**TASK**
Set the records down again, exactly, without their images.

**RECORDS PROVIDED**
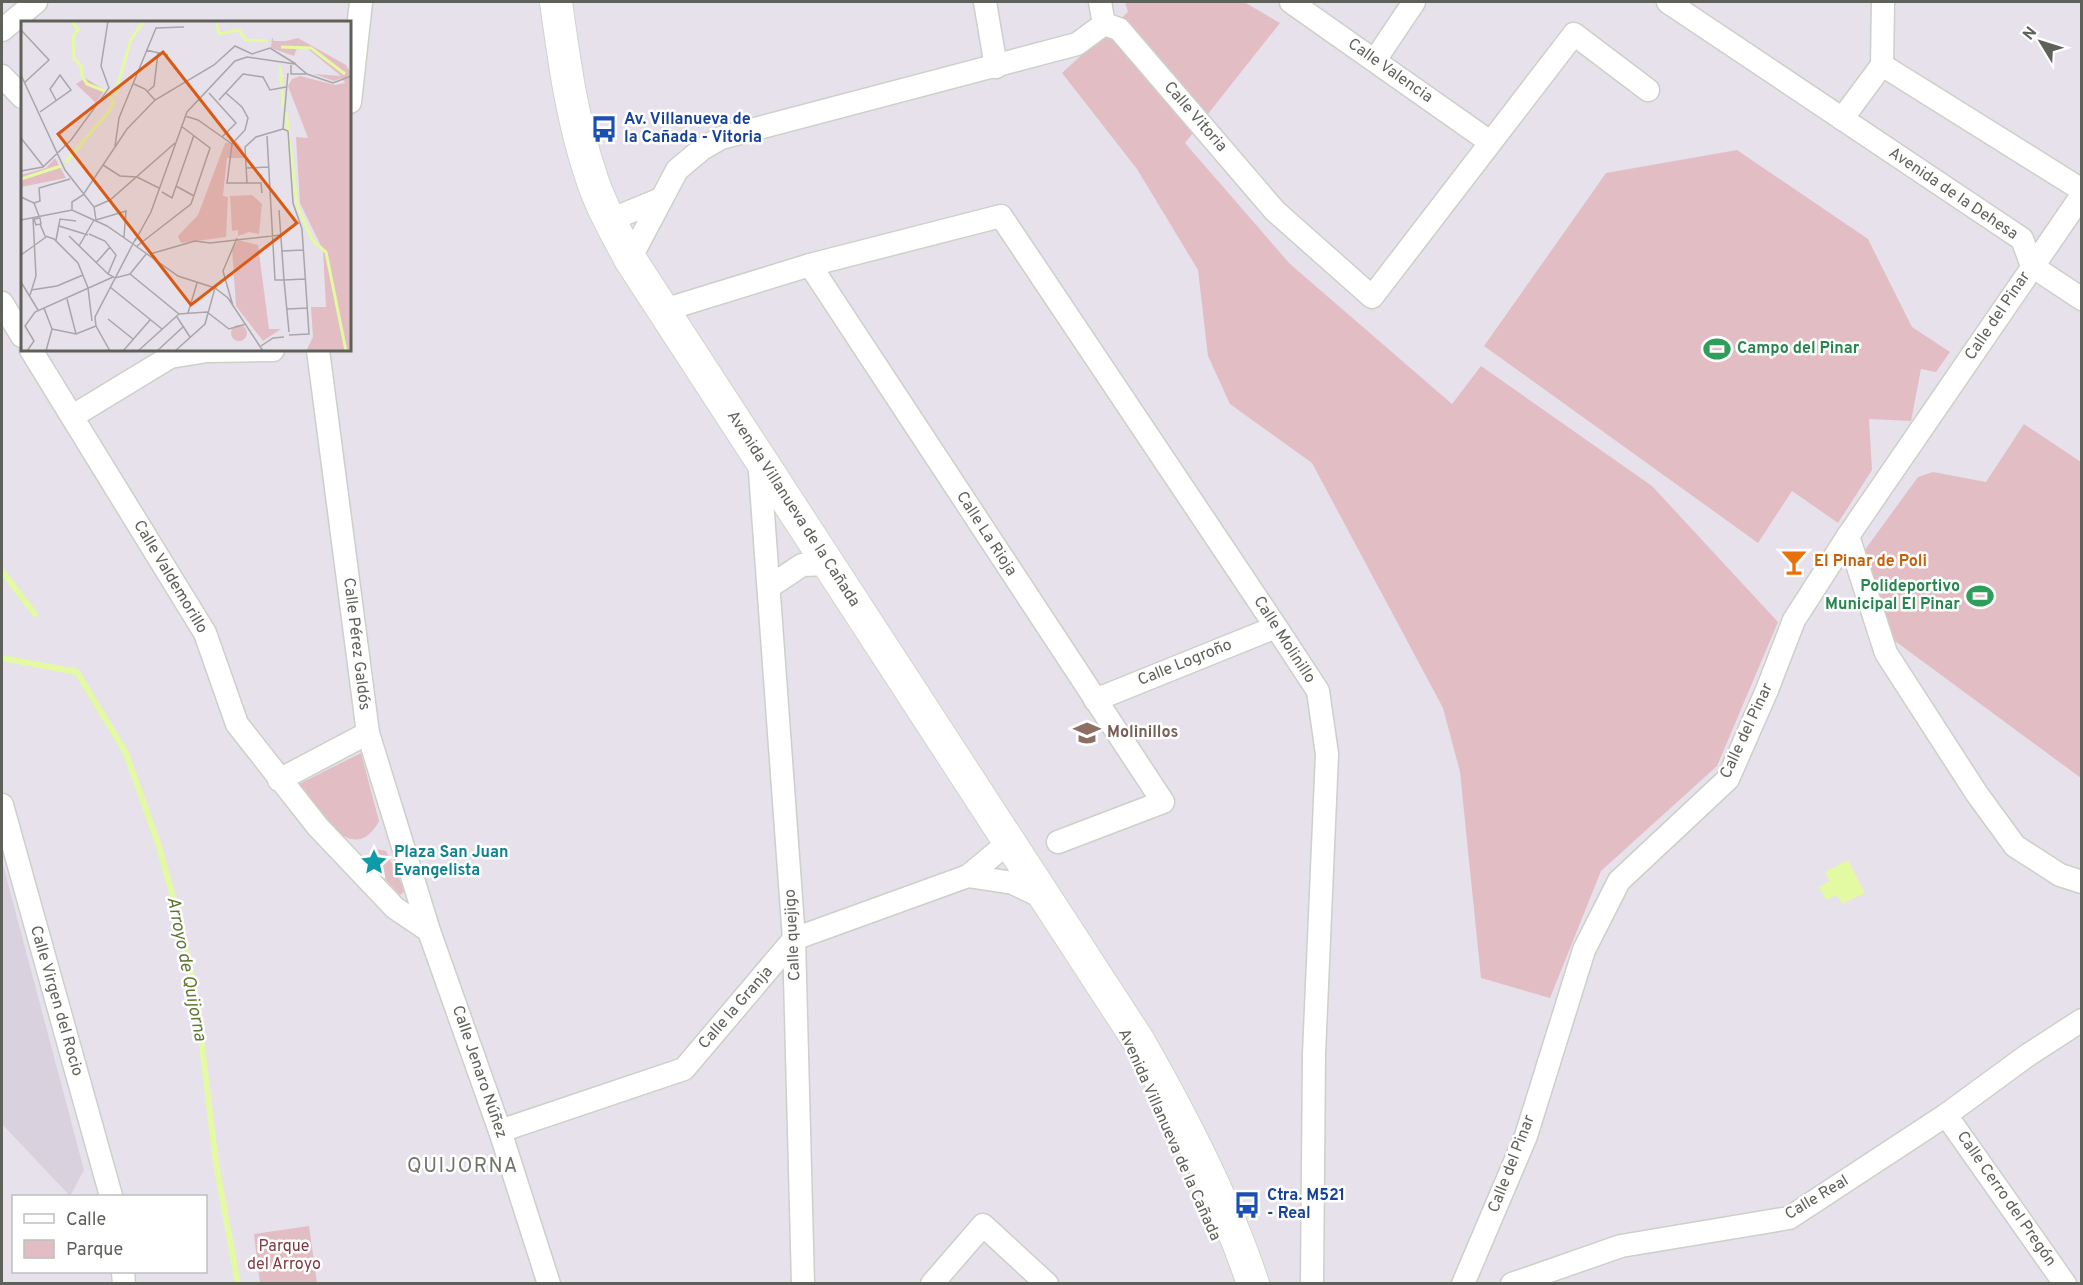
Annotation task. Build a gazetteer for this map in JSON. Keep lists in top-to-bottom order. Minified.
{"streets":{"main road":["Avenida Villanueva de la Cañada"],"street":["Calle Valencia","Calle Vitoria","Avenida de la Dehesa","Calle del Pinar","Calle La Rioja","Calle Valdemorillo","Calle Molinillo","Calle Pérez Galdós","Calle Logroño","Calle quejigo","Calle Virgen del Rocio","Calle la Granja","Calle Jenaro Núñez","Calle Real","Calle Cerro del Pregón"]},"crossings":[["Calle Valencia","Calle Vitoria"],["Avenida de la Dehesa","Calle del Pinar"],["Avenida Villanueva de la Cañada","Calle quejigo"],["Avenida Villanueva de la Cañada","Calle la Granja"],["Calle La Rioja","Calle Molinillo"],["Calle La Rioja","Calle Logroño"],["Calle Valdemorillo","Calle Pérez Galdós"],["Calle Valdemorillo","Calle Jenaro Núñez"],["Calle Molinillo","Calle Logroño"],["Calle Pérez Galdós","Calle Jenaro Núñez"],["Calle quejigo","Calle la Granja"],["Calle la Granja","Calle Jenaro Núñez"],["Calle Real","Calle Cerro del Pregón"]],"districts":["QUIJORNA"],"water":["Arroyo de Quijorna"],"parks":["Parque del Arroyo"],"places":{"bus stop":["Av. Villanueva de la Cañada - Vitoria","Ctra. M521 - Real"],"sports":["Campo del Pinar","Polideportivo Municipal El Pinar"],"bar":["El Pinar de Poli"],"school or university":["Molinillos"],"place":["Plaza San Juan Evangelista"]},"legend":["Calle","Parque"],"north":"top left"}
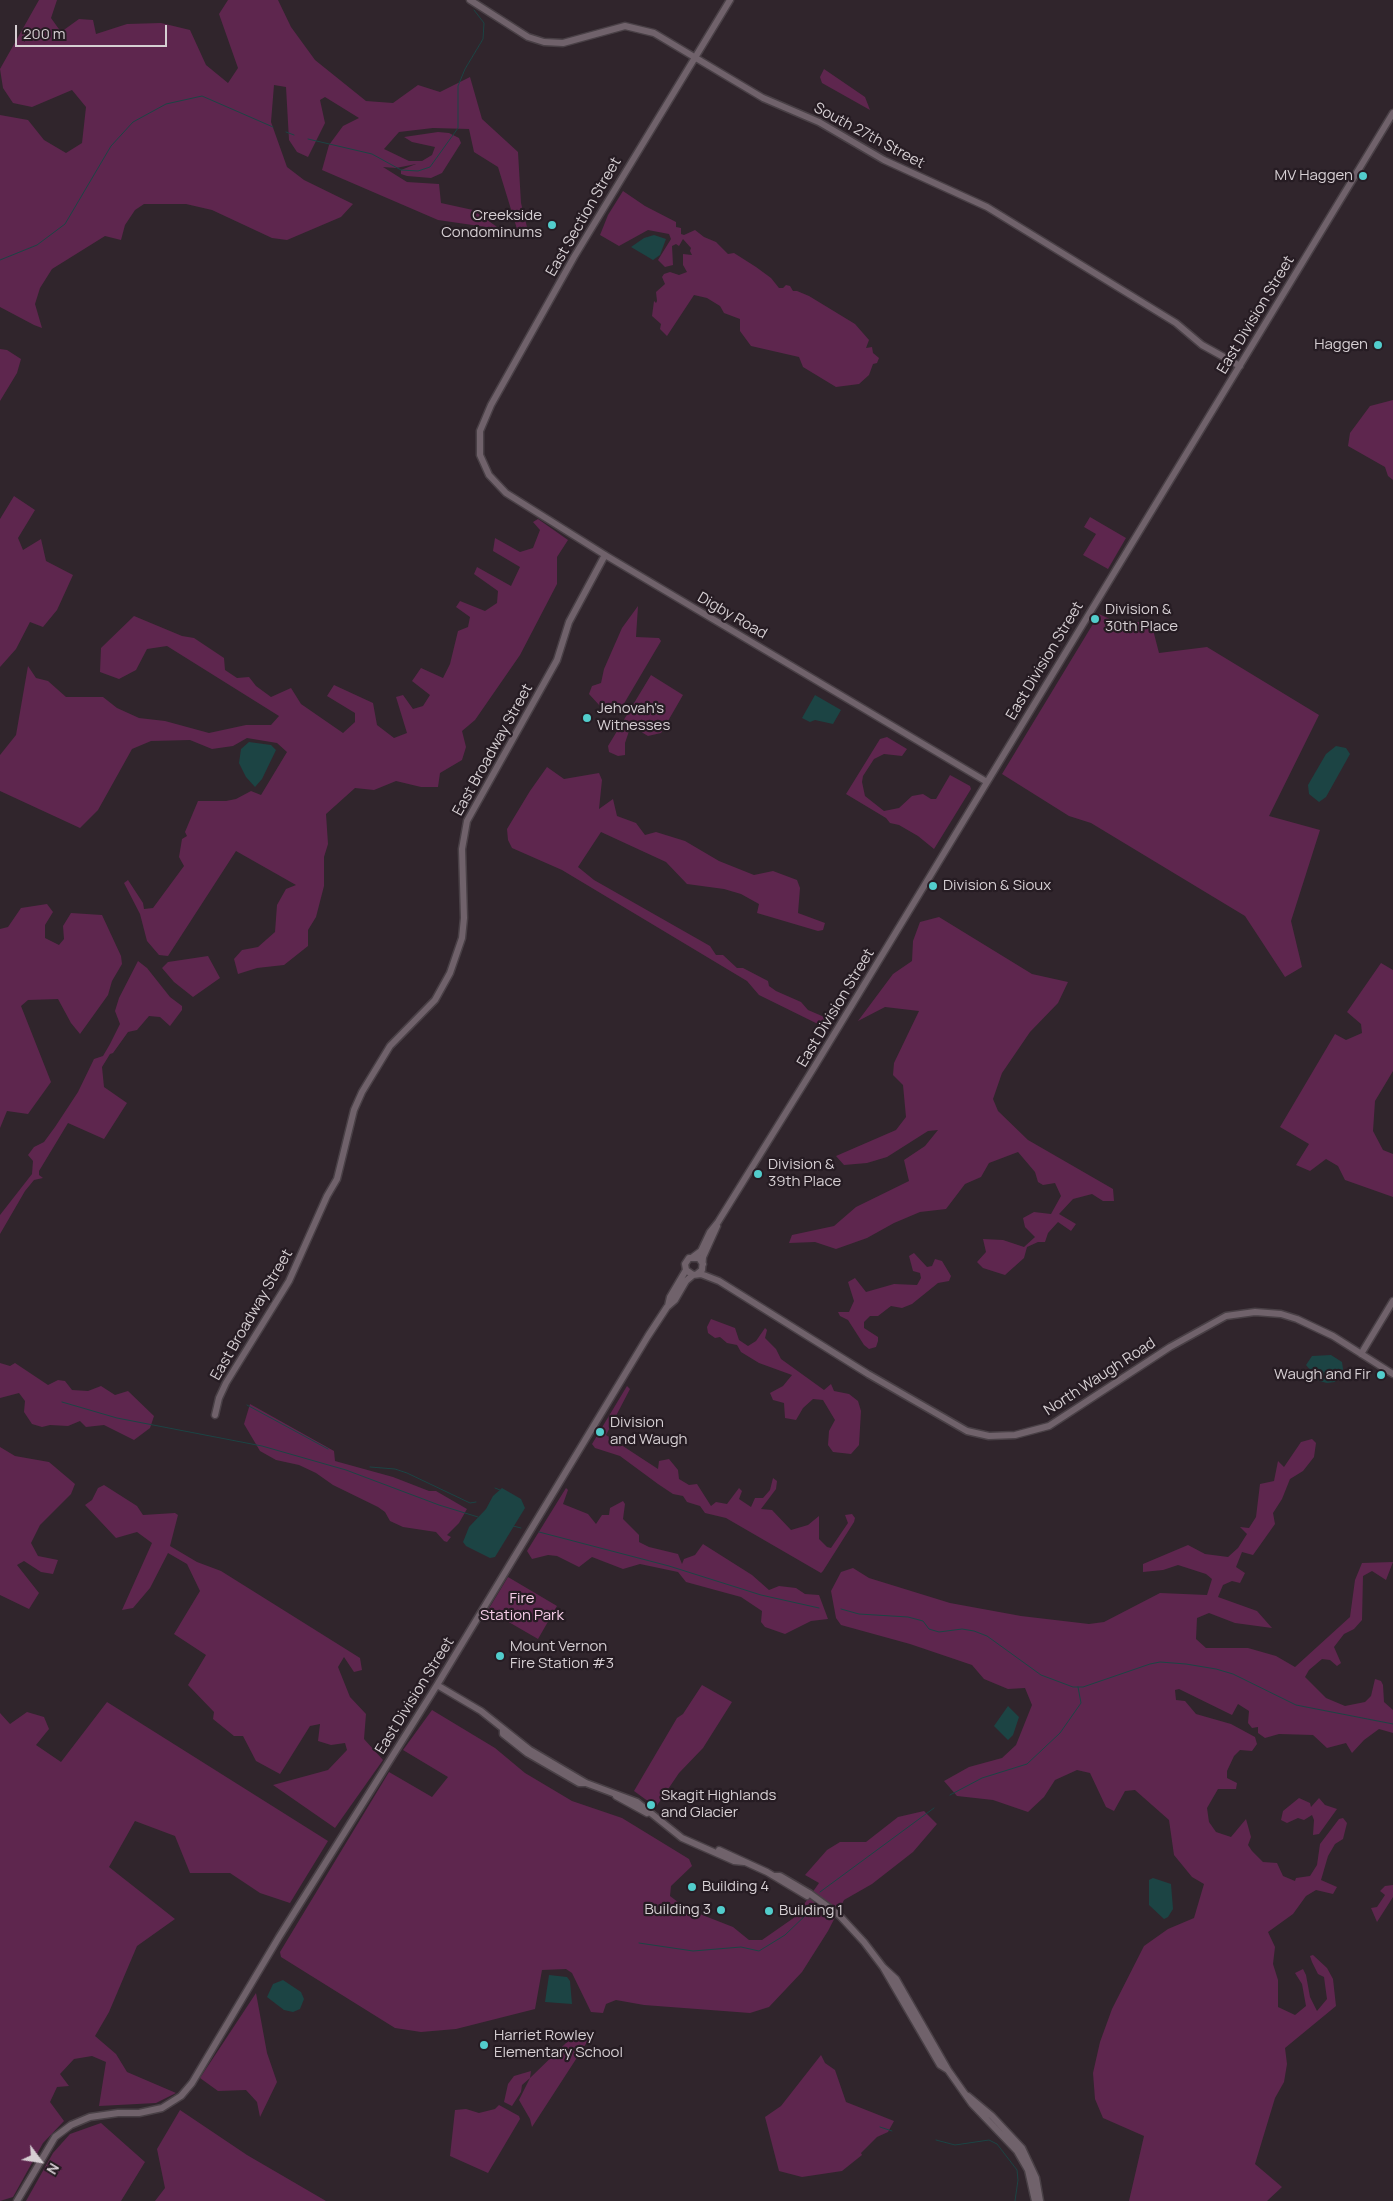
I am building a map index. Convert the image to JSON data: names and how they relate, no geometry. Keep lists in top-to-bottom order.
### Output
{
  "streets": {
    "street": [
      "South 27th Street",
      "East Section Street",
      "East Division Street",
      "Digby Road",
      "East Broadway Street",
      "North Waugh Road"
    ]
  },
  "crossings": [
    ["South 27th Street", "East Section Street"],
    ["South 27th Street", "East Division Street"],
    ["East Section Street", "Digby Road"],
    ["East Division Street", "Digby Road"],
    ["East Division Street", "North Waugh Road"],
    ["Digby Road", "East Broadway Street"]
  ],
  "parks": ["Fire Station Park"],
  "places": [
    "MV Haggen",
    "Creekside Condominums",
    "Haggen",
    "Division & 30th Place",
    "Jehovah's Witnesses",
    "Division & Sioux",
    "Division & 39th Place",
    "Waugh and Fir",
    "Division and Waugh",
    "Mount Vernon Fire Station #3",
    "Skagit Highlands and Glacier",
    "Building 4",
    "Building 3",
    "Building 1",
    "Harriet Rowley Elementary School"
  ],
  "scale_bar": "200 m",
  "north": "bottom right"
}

**YOUR RESPONSE**
Annotation task. Build a gazetteer for this map in JSON. Keep lists in top-to-bottom order. Minified.
{"streets":{"main road":["Avenida Villanueva de la Cañada"],"street":["Calle Valencia","Calle Vitoria","Avenida de la Dehesa","Calle del Pinar","Calle La Rioja","Calle Valdemorillo","Calle Molinillo","Calle Pérez Galdós","Calle Logroño","Calle quejigo","Calle Virgen del Rocio","Calle la Granja","Calle Jenaro Núñez","Calle Real","Calle Cerro del Pregón"]},"crossings":[["Calle Valencia","Calle Vitoria"],["Avenida de la Dehesa","Calle del Pinar"],["Avenida Villanueva de la Cañada","Calle quejigo"],["Avenida Villanueva de la Cañada","Calle la Granja"],["Calle La Rioja","Calle Molinillo"],["Calle La Rioja","Calle Logroño"],["Calle Valdemorillo","Calle Pérez Galdós"],["Calle Valdemorillo","Calle Jenaro Núñez"],["Calle Molinillo","Calle Logroño"],["Calle Pérez Galdós","Calle Jenaro Núñez"],["Calle quejigo","Calle la Granja"],["Calle la Granja","Calle Jenaro Núñez"],["Calle Real","Calle Cerro del Pregón"]],"districts":["QUIJORNA"],"water":["Arroyo de Quijorna"],"parks":["Parque del Arroyo"],"places":{"bus stop":["Av. Villanueva de la Cañada - Vitoria","Ctra. M521 - Real"],"sports":["Campo del Pinar","Polideportivo Municipal El Pinar"],"bar":["El Pinar de Poli"],"school or university":["Molinillos"],"place":["Plaza San Juan Evangelista"]},"legend":["Calle","Parque"],"north":"top left"}
I am building a map index. Convert the image to JSON data: names and how they relate, no geometry. Keep lists in top-to-bottom order.
### Output
{
  "streets": {
    "street": [
      "South 27th Street",
      "East Section Street",
      "East Division Street",
      "Digby Road",
      "East Broadway Street",
      "North Waugh Road"
    ]
  },
  "crossings": [
    ["South 27th Street", "East Section Street"],
    ["South 27th Street", "East Division Street"],
    ["East Section Street", "Digby Road"],
    ["East Division Street", "Digby Road"],
    ["East Division Street", "North Waugh Road"],
    ["Digby Road", "East Broadway Street"]
  ],
  "parks": ["Fire Station Park"],
  "places": [
    "MV Haggen",
    "Creekside Condominums",
    "Haggen",
    "Division & 30th Place",
    "Jehovah's Witnesses",
    "Division & Sioux",
    "Division & 39th Place",
    "Waugh and Fir",
    "Division and Waugh",
    "Mount Vernon Fire Station #3",
    "Skagit Highlands and Glacier",
    "Building 4",
    "Building 3",
    "Building 1",
    "Harriet Rowley Elementary School"
  ],
  "scale_bar": "200 m",
  "north": "bottom right"
}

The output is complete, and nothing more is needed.